Assuming peak oil is nigh, what is the prognosis for an oil-dependent world? Grim, as much for exporters as for importers. When wealth squirts out of mother earth in the form of crude oil, exporting countries will have little incentive to diversify and broad-base their economies. The disincentive may even get aggravated as oil prices rise in the next few years but eventually exporters will have to come to terms with the finite nature of their resource. Peak oil theorists believe that the collapse of OPEC economies is inevitable.

What of the major energy importers, the United States, Europe, China and India? In a globalised world, more than human mobility, it is mobility of goods that consumes most of the oil.

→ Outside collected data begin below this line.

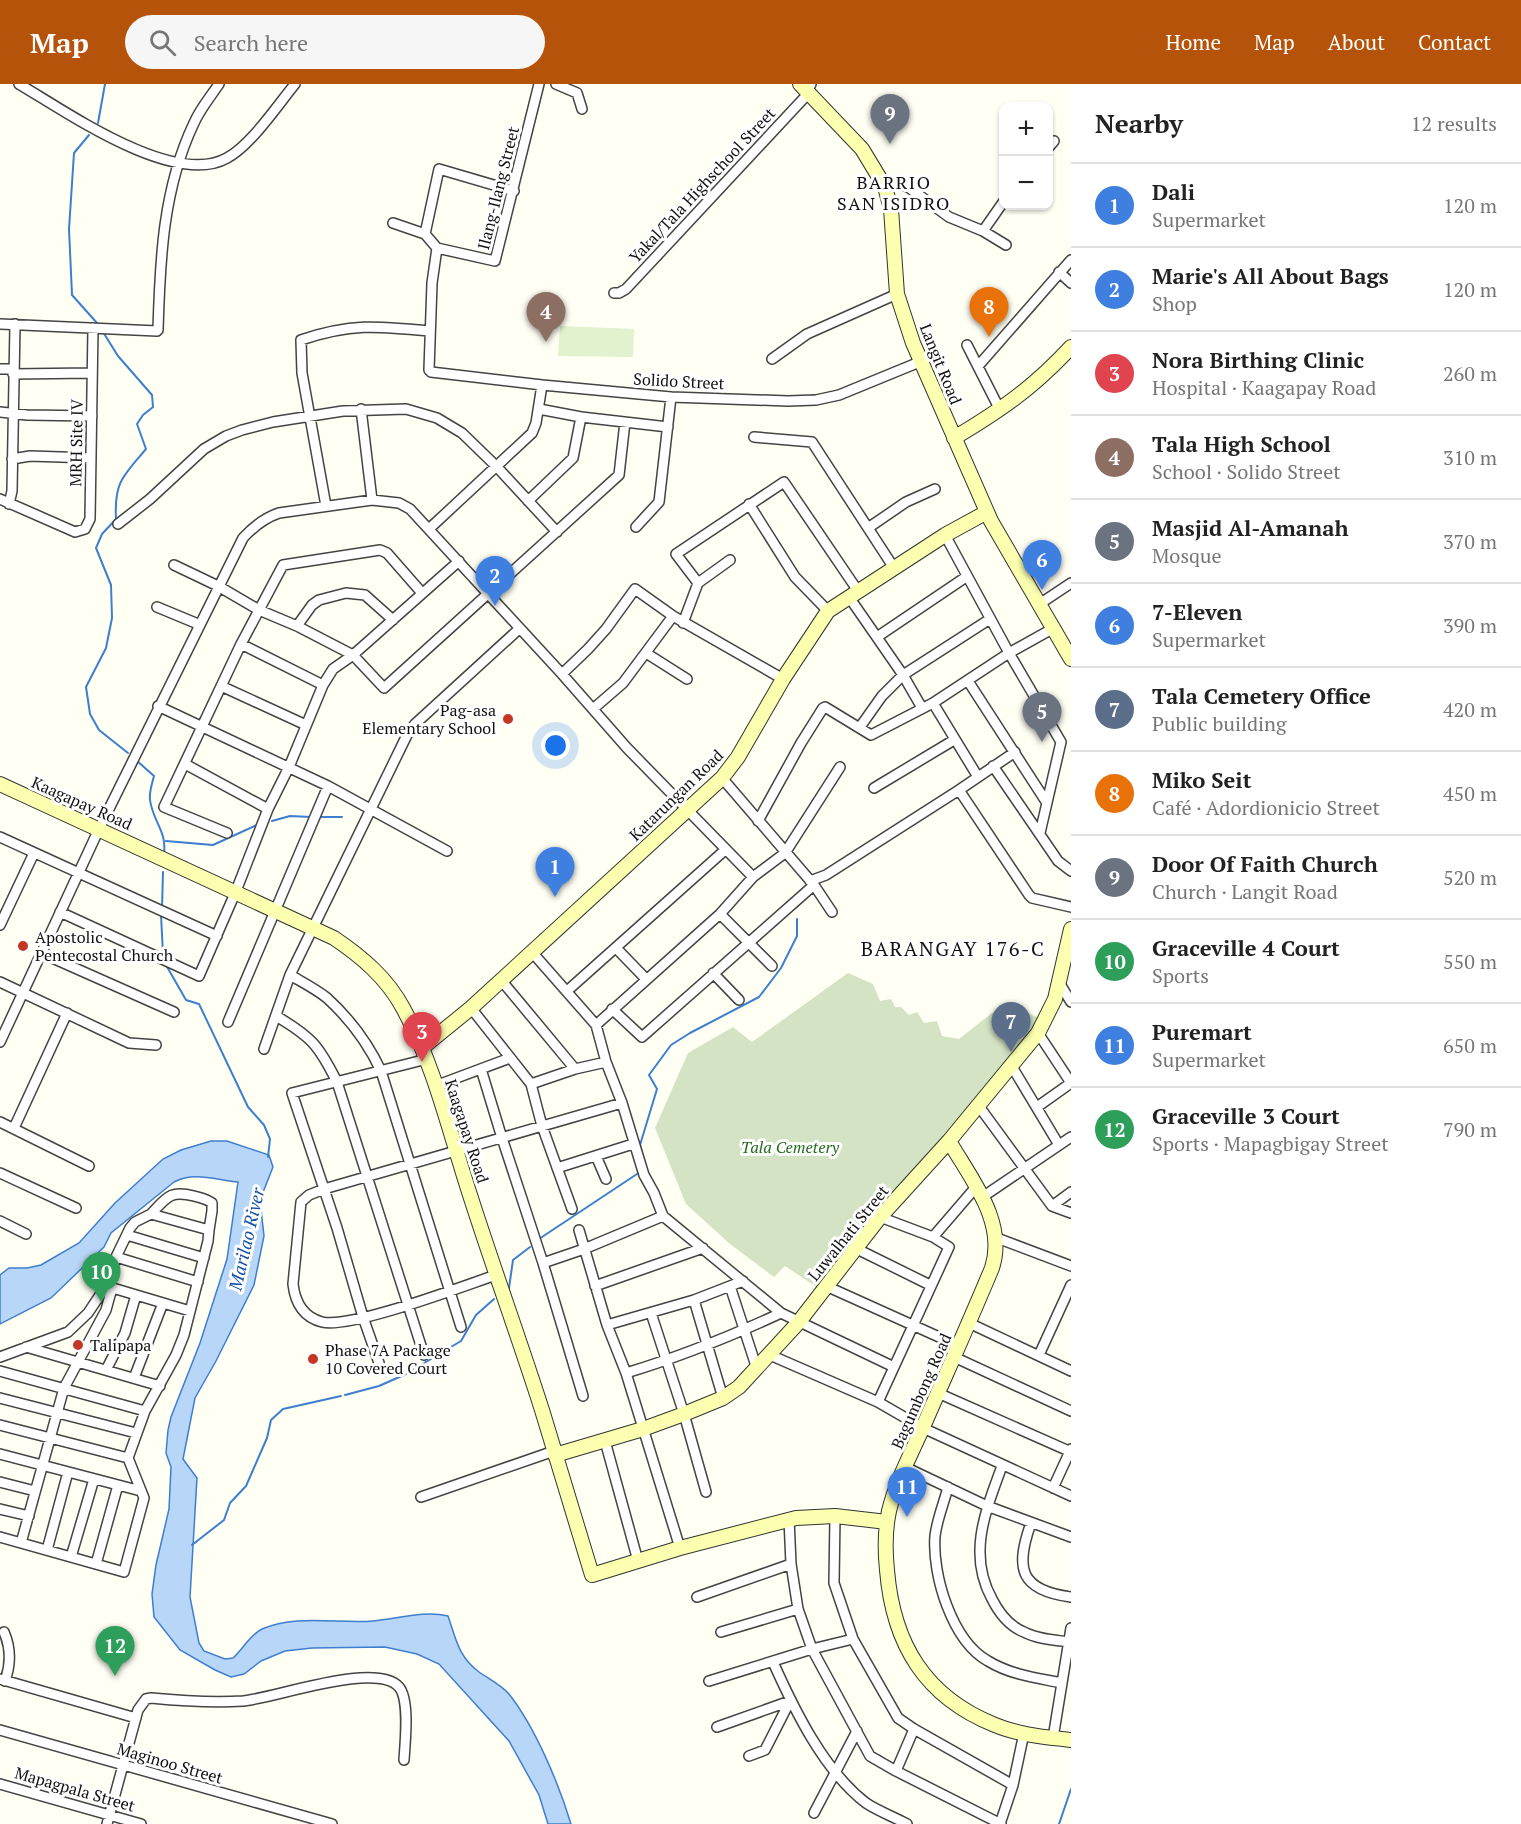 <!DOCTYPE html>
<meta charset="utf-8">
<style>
:root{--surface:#fff;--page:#f6f6f6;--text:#222;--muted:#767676;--line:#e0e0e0;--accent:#b45309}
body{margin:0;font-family:"PT Serif",serif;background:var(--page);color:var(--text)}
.controls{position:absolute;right:18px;top:18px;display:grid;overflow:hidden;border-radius:12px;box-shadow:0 2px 4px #0004}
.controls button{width:54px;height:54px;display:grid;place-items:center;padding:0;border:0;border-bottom:2px solid var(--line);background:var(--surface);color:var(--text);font:30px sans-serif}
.you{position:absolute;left:556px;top:662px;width:21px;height:21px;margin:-15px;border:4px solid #fff;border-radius:50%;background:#1a73e8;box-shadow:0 0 0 9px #1a73e833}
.badge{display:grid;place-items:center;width:39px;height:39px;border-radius:50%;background:var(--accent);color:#fff;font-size:20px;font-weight:700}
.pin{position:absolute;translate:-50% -50px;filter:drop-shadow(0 2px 3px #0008)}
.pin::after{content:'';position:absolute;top:32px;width:21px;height:18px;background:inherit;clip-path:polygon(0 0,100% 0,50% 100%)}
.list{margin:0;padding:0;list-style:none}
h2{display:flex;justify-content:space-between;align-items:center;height:78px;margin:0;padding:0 24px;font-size:26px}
h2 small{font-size:20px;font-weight:400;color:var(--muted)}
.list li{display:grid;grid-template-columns:39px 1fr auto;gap:18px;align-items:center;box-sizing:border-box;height:84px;padding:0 24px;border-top:2px solid var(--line)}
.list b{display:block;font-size:22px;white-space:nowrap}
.list p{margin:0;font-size:20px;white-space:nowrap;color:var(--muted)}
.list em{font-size:20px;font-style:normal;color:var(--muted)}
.icon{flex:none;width:33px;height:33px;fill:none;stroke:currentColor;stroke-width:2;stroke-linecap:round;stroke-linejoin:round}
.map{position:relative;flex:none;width:1071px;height:1740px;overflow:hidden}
header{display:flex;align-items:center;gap:36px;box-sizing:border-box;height:84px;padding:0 30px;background:var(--accent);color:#fff}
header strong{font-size:28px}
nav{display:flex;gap:33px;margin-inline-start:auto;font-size:21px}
.search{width:420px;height:54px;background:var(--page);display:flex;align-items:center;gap:15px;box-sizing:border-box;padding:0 21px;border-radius:33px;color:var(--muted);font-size:22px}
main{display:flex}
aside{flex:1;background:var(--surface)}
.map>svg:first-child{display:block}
.cemetery{fill:#d4e3c4}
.pitch{fill:#e0f2ce}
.water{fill:#b8d6f7;stroke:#3e7ecf;stroke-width:1.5}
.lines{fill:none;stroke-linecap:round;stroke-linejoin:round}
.stream{stroke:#3e7ecf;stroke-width:2}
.street-casing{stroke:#444;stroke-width:12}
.secondary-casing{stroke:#333;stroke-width:16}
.street{stroke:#fff;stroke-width:9}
.secondary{stroke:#fbffaf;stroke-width:14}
.poi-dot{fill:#c43725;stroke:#fff;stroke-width:2}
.labels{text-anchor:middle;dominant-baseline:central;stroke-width:6;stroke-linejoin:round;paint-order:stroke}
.street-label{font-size:16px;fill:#111;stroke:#fff}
.poi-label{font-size:16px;fill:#111;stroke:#fff;text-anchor:start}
.park-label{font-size:16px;font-style:italic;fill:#226b1f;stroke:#fff}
.neighbourhood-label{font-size:18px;letter-spacing:1.5px;fill:#111;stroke:#fff}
.water-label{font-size:18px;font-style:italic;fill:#1751a6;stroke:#fff}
.quarter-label{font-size:20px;letter-spacing:1.5px;fill:#111;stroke:#fff}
</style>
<header>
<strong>Map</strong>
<div class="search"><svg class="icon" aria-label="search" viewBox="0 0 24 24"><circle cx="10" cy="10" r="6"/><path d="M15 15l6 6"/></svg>Search here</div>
<nav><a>Home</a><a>Map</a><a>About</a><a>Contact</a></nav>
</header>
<main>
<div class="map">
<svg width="1071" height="1740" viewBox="0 0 1071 1740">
<rect width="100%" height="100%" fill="#fffff4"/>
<path class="cemetery" d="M848,889L873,900L880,917L891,915L895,923H901L909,931L917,928L924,939L937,937L942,952L959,955L992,929L1012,923L1037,933L1034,948L818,1204L785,1182L774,1193L730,1160L686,1120L655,1044L688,969L733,943L752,958Z"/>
<path class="pitch" d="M560,242L634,245L633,273L558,272Z"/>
<path class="water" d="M211,1057H227L269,1071L273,1083L260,1116L264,1152L254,1201L216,1277L195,1314L183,1375L197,1394L190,1513L199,1559L204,1567L225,1575L233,1574C242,1566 251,1550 262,1545C296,1530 338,1540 373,1537C397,1535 424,1526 448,1532C456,1555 458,1572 479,1588C489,1595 501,1601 509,1610C535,1643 559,1700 571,1740H548L539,1711L509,1657L439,1580L417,1570L385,1563L312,1564L285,1567L261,1577L244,1590L231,1593L215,1586L180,1566L154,1533L152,1510L156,1481L169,1425L171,1383L166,1369L168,1346L171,1333L200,1259L227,1175L238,1098C216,1096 194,1087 174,1098L111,1149L104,1163L51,1214L0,1240V1191L9,1184H27L41,1181L79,1159L115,1119L163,1075L181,1066Z"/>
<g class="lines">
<path class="stream" d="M98,39L105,0
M89,51L74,69L69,145L72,211L97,239
M103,248L118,272L152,311L153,323L143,331L137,340L146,365C123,392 114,398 116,435L102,450L96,464L111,501L112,534L106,564L86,603L90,630L99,646L128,669
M136,676L154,692C152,700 149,708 150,716C153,738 167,747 164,770
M317,733H342
M272,737L290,732L311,733
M166,757L213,761L257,741
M162,824L163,788
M161,831L163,870
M166,881L186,916L199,920L248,1023L264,1041L270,1055L268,1073
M642,1069L640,1061L657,1005L649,991L671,961L690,949L759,913L781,884L797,852V835
M539,1155L640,1088
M509,1204L513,1176L530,1163
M345,1311L379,1302L406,1290L461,1257L476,1231L494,1215
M192,1461L224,1436L230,1419L246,1402L267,1354L271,1336L283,1325L341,1312
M1059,1740L1071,1705"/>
<g class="street-casing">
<path id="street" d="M19,0C65,27 174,104 227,74C251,61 277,22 295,0
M556,0L577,9L582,25
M1048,64L1054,57
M885,103L902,101L908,103L949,133L983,147L1006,161
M393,139L425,150L437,164
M983,147L1004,117
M425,150L439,85L514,107
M437,164L432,199L429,286L431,288L542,301L671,313L788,317L816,316L839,311L922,277
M437,164L495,177L539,0
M1059,188L1071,199
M614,209H619L626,205L805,13L811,0
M0,240L157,247
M158,246C160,175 163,104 194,39C200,25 211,12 219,0
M967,261L1000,326
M772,275L807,250L897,210
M979,281L1071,176
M0,285H14
M13,290L92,289
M361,325L372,416
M539,325L581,333L668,343
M0,328L27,331L92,332
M754,353L812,358L894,484
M12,375L30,372L91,374
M0,415L75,448L85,445L90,435L93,244
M528,417L573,374L581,333
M9,420L12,407L15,240
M749,420L795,493L828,527
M326,422L302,289L301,256C351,239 378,242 430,247
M118,440L150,415L204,365L226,352L242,346L273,338L343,327L406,325L437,334L462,349L497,383L557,448
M636,443L659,418L671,313
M430,444L532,349L536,339L542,301
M868,444L906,418L935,405
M945,451L1009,569L1061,658L1040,749
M730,476L698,499L676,470L784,398L858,507
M174,481L218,502L259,526L297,542L353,571L384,604L619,391L625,338
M849,513L903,591L922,624
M1038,521L1071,499
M157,523L198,540
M683,539L698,499
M297,542L312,521L319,516L346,509L365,511L393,536
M877,553L966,493
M241,560L323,601
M646,569L687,595
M562,590L588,565L606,545L635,505L673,532L783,595
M968,597L1047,719
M221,602L306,641
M933,619L978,693
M158,622L328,702L447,767
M593,625L623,599L673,532
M860,643L882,612L903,591L990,535
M185,680L268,725
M993,682L1058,777L1071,787
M722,694L814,801L832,828
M874,704L954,656
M959,706L1029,811L1032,814L1071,823
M758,737L801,659L823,624L825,623L871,651L933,619L1009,569L1052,545
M227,749L164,723L241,560L283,481L380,466L387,469L422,509
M0,753L217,852
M810,797L826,791L959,706L1015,668
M60,828L199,892L236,807L268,725L289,683L323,601L333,585L353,571L459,477
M720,830L772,882
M0,841L34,769
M616,864L646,895
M531,867L596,941L606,978L622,1019L644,1091L654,1109L663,1132L781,1229L894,1283
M41,869L174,928
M713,889L739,916
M290,891C302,898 316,905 327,914C350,935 368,959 381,987L461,1243
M501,896L575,985
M0,898L129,959L156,961
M1060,900L1071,918
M567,907L725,766
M471,924L531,1000L542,1042L572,1125
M612,925L642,953L814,801
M276,932C312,953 319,962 337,998L424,1271
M228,938L328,702
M596,941L720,830L753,793L785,769L840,683
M1038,949L1071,999
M0,958L99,745L243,454C254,442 264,434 279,429L372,416L399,419L410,425L562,590L627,664L753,793
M264,965L290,891L407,651L415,640L519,545
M1011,981L1059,1061
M481,985L502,1054L543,1179L583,1312
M531,1000L575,985L606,978
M435,1002L510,974
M978,1021L1052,1122L1071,1129
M1037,1023L1071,999
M0,1038L89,1082
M14,1044L67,929
M596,1072L606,1095
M557,1084L633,1060
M0,1089L76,1124
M981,1114L1071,1053
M1052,1122L1071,1108
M151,1130C167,1113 170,1106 194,1112C201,1114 207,1115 212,1119V1127L209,1146
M0,1137L26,1150
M579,1146L607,1241L626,1289L680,1464
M127,1151L204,1174
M933,1153L976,1103
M997,1154L1071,1182
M855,1164L930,1201
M116,1173L198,1198
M543,1179L584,1165L663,1132
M496,1191C463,1202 351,1245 322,1238C303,1233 295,1218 293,1200L301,1118L309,1111L324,1105L622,1019
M106,1202L190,1227
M595,1202L703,1164
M730,1202L757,1285
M826,1202L959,1262
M694,1216L723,1314
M651,1229L684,1330L706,1408
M969,1239L1071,1287
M607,1241L694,1216L743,1197
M26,1263L160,1302
M770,1271L878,1318L923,1344L1071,1412
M1039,1271L1071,1201
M0,1273L68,1248L88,1229L106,1202L116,1173L130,1144L135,1138L151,1130L209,1146L208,1157L184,1251L176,1271L145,1327L128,1374L144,1414L124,1488L0,1453
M954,1273L1071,1327
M379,1279L363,1233L337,1144L292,1009L427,975
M106,1286L125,1249L136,1211
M0,1287L145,1327
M626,1289C679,1273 731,1252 781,1229
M134,1294L163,1219
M938,1309L1071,1368
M0,1314L136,1349
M878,1318L949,1163L933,1153L880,1133
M0,1341L128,1374
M605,1357L638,1477
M0,1370L141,1407
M1002,1382C986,1426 967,1470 992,1515C999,1529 1009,1542 1024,1548C1037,1555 1054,1556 1069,1558
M905,1383L987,1422L1071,1453
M0,1398L35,1407
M948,1403C944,1419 937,1435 935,1452C932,1491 952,1557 988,1577C1011,1591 1037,1594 1062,1599
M1053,1404L1071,1365
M421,1413L554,1367
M0,1425L29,1432
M835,1432L834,1499L853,1555L898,1634L914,1645L1013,1701
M789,1435L791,1480L798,1525L812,1565L870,1672L896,1687L1001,1740
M1031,1439C1015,1484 1019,1506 1071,1513
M21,1459L64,1304L106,1226L112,1204
M47,1466L68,1388
M71,1473L94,1395
M96,1480L118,1401
M697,1513L791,1480
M4,1548C11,1564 11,1580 5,1597
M721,1548L798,1525
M773,1578C794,1625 824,1687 866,1719C878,1727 894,1733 907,1740
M0,1595L136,1634
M709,1597L812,1565L853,1555
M717,1643L790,1617
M0,1646L332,1740
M1053,1654L1071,1544
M749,1672L765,1666L790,1617
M896,1687L914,1645
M0,1700L141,1740
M814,1729L857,1647
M107,1740L138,1626L146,1615L151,1614C182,1617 212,1619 243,1617C276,1614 376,1577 399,1603C410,1616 405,1659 404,1676
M1000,1740L1013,1701L1024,1649"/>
</g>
<g class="secondary-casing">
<path id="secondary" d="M800,0L862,65L885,103L891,125L897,210L913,259L991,437L1071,575
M954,354C1001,326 1033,304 1071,263
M0,700L334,854C362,873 387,894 403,924C434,980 450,1050 470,1111C493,1183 519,1254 542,1326C559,1381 575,1436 592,1491L680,1464L796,1434L835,1432L887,1438
M423,963L471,924L722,694L738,673L783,595L828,527L945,451L987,428
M949,1057C971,1095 1007,1138 992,1184C970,1237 946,1290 923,1343C911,1370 896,1398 889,1427C885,1446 885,1467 887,1486C893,1560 925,1613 995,1641C1019,1651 1046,1653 1071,1656
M555,1371L643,1345L684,1330L723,1314L739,1303L798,1239L880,1133L949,1057L1038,949L1055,915L1071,845"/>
</g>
<use href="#street" class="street"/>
<use href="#secondary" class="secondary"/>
</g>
<g class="poi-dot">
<circle cx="508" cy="635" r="6"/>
<circle cx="23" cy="862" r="6"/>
<circle cx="78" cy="1261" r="6"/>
<circle cx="313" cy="1275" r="6"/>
</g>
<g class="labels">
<g class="street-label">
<text transform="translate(702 101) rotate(-47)">Yakal/Tala Highschool Street</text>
<text transform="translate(498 104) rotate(-76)">Ilang-Ilang Street</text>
<text transform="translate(941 280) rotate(68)">Langit Road</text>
<text transform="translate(679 297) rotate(3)">Solido Street</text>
<text transform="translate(76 359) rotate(-89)">MRH Site IV</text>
<text transform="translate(676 711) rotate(-44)">Katarungan Road</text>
<text transform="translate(82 719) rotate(24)">Kaagapay Road</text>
<text transform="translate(467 1047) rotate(72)">Kaagapay Road</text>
<text transform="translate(848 1149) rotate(-51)">Luwalhati Street</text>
<text transform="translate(921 1307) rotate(-66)">Bagumbong Road</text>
<text transform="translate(170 1679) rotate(16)">Maginoo Street</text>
<text transform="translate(75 1705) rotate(16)">Mapagpala Street</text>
</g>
<g class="poi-label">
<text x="496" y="626" text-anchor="end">Pag-asa<tspan x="496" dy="18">Elementary School</tspan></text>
<text x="35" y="853">Apostolic<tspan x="35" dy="18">Pentecostal Church</tspan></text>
<text x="90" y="1261">Talipapa</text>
<text x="325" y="1266">Phase 7A Package<tspan x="325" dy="18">10 Covered Court</tspan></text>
</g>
<g class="park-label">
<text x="790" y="1063">Tala Cemetery</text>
</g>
<g class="neighbourhood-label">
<text x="894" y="98">BARRIO<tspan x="894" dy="21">SAN ISIDRO</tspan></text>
</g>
<g class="water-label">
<text transform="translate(246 1155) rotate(-77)">Marilao River</text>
</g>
<g class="quarter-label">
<text x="953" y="864">BARANGAY 176-C</text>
</g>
</g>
</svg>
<div class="controls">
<button>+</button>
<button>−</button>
</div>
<div class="you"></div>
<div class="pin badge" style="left:555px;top:813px;background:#3f7fe0">1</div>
<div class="pin badge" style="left:495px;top:522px;background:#3f7fe0">2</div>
<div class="pin badge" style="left:422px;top:978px;background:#e0444e">3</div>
<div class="pin badge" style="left:546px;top:258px;background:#8d6e63">4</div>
<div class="pin badge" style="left:1042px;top:658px;background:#6b7280">5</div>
<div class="pin badge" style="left:1042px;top:506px;background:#3f7fe0">6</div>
<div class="pin badge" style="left:1011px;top:968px;background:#5c6f8a">7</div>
<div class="pin badge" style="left:989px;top:253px;background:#e8710a">8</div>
<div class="pin badge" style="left:890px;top:60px;background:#6b7280">9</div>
<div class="pin badge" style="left:101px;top:1218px;background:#2e9e5b">10</div>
<div class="pin badge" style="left:907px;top:1433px;background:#3f7fe0">11</div>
<div class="pin badge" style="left:115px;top:1592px;background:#2e9e5b">12</div>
</div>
<aside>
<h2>Nearby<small>12 results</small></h2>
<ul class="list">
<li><span class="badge" style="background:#3f7fe0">1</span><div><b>Dali</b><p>Supermarket</p></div><em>120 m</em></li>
<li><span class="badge" style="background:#3f7fe0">2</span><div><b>Marie's All About Bags</b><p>Shop</p></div><em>120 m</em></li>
<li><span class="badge" style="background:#e0444e">3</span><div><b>Nora Birthing Clinic</b><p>Hospital · Kaagapay Road</p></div><em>260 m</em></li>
<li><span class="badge" style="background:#8d6e63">4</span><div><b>Tala High School</b><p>School · Solido Street</p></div><em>310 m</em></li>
<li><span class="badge" style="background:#6b7280">5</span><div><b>Masjid Al-Amanah</b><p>Mosque</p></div><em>370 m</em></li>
<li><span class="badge" style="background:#3f7fe0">6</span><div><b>7-Eleven</b><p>Supermarket</p></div><em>390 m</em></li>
<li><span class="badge" style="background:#5c6f8a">7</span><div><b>Tala Cemetery Office</b><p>Public building</p></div><em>420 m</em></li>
<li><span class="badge" style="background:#e8710a">8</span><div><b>Miko Seit</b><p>Café · Adordionicio Street</p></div><em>450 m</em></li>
<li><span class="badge" style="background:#6b7280">9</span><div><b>Door Of Faith Church</b><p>Church · Langit Road</p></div><em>520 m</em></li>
<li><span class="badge" style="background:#2e9e5b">10</span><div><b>Graceville 4 Court</b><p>Sports</p></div><em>550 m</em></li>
<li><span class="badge" style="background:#3f7fe0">11</span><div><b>Puremart</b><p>Supermarket</p></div><em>650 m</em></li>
<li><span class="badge" style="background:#2e9e5b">12</span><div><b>Graceville 3 Court</b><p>Sports · Mapagbigay Street</p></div><em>790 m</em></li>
</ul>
</aside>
</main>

In the Western world, it is the profligate `food miles' that put Alfonso mangoes in New York store shelves or Danish dairy products in supermarkets in Japan, that have led to runaway oil consumption, apart from the fact that a vast and sprawling country like the U.S. is entirely dependent on its road networks for mobility. Not only has the U.S. failed to put in place any mass transit system, its misplaced emphasis on personalised individual transportation in oil guzzlers like Sports Utility Vehicles has led to runaway consumption that is now difficult to contain.

As for India and China, the awakening giants which unfortunately are also energy paupers — as one expert calls them — both have chosen a growth paradigm that is energy-intensive. Unless we, in India, delink growth from energy consumption, we will bear the brunt of soaring oil prices when oil peaks. Merely putting in place aggressive conservation measures will have only limited impact if we encourage and promote ever-increasing energy-based wants. As Mahatma Gandhi said, the earth has enough for every man's need, but not enough for even one man's greed.

(The writer is Senior Fellow at the Nehru Memorial Museum & Library, New Delhi.)